_ASSIGNED TASK_. Please restate the data word for word.

Items from a data source

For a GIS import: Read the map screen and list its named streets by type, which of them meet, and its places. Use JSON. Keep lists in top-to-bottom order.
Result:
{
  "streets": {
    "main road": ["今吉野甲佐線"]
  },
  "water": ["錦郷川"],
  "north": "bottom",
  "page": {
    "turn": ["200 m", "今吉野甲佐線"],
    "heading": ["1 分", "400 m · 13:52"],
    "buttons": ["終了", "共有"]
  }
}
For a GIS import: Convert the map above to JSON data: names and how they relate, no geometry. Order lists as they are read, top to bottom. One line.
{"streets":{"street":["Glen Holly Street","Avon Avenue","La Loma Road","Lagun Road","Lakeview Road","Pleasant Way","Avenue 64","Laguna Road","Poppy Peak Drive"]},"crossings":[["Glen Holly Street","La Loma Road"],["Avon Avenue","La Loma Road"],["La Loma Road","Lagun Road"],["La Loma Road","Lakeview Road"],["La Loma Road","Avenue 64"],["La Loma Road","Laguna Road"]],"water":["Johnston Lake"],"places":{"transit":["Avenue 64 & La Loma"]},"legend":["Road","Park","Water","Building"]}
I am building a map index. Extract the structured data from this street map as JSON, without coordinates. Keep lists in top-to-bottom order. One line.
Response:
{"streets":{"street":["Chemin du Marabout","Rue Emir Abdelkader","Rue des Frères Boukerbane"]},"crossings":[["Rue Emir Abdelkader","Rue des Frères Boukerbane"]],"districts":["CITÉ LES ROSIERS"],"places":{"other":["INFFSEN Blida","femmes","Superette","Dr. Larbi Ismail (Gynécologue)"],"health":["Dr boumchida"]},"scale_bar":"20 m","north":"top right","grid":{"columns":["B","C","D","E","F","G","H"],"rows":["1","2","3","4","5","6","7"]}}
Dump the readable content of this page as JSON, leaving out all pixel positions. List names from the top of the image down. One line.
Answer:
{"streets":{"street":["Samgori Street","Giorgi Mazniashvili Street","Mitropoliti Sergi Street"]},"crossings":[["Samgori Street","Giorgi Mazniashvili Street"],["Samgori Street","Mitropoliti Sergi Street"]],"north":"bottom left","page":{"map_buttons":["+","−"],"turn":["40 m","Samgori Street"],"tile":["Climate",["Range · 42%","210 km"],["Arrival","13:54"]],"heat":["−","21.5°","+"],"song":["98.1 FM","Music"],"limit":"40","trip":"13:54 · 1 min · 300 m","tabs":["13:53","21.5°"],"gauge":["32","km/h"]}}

_OUTPUT OF THE EXERCISE_.
For a GIS import: Read the map screen and list its named streets by type, which of them meet, and its places. Use JSON. Keep lists in top-to-bottom order.
Result:
{
  "streets": {
    "main road": ["今吉野甲佐線"]
  },
  "water": ["錦郷川"],
  "north": "bottom",
  "page": {
    "turn": ["200 m", "今吉野甲佐線"],
    "heading": ["1 分", "400 m · 13:52"],
    "buttons": ["終了", "共有"]
  }
}
For a GIS import: Convert the map above to JSON data: names and how they relate, no geometry. Order lists as they are read, top to bottom. One line.
{"streets":{"street":["Glen Holly Street","Avon Avenue","La Loma Road","Lagun Road","Lakeview Road","Pleasant Way","Avenue 64","Laguna Road","Poppy Peak Drive"]},"crossings":[["Glen Holly Street","La Loma Road"],["Avon Avenue","La Loma Road"],["La Loma Road","Lagun Road"],["La Loma Road","Lakeview Road"],["La Loma Road","Avenue 64"],["La Loma Road","Laguna Road"]],"water":["Johnston Lake"],"places":{"transit":["Avenue 64 & La Loma"]},"legend":["Road","Park","Water","Building"]}
I am building a map index. Extract the structured data from this street map as JSON, without coordinates. Keep lists in top-to-bottom order. One line.
Response:
{"streets":{"street":["Chemin du Marabout","Rue Emir Abdelkader","Rue des Frères Boukerbane"]},"crossings":[["Rue Emir Abdelkader","Rue des Frères Boukerbane"]],"districts":["CITÉ LES ROSIERS"],"places":{"other":["INFFSEN Blida","femmes","Superette","Dr. Larbi Ismail (Gynécologue)"],"health":["Dr boumchida"]},"scale_bar":"20 m","north":"top right","grid":{"columns":["B","C","D","E","F","G","H"],"rows":["1","2","3","4","5","6","7"]}}
Dump the readable content of this page as JSON, leaving out all pixel positions. List names from the top of the image down. One line.
Answer:
{"streets":{"street":["Samgori Street","Giorgi Mazniashvili Street","Mitropoliti Sergi Street"]},"crossings":[["Samgori Street","Giorgi Mazniashvili Street"],["Samgori Street","Mitropoliti Sergi Street"]],"north":"bottom left","page":{"map_buttons":["+","−"],"turn":["40 m","Samgori Street"],"tile":["Climate",["Range · 42%","210 km"],["Arrival","13:54"]],"heat":["−","21.5°","+"],"song":["98.1 FM","Music"],"limit":"40","trip":"13:54 · 1 min · 300 m","tabs":["13:53","21.5°"],"gauge":["32","km/h"]}}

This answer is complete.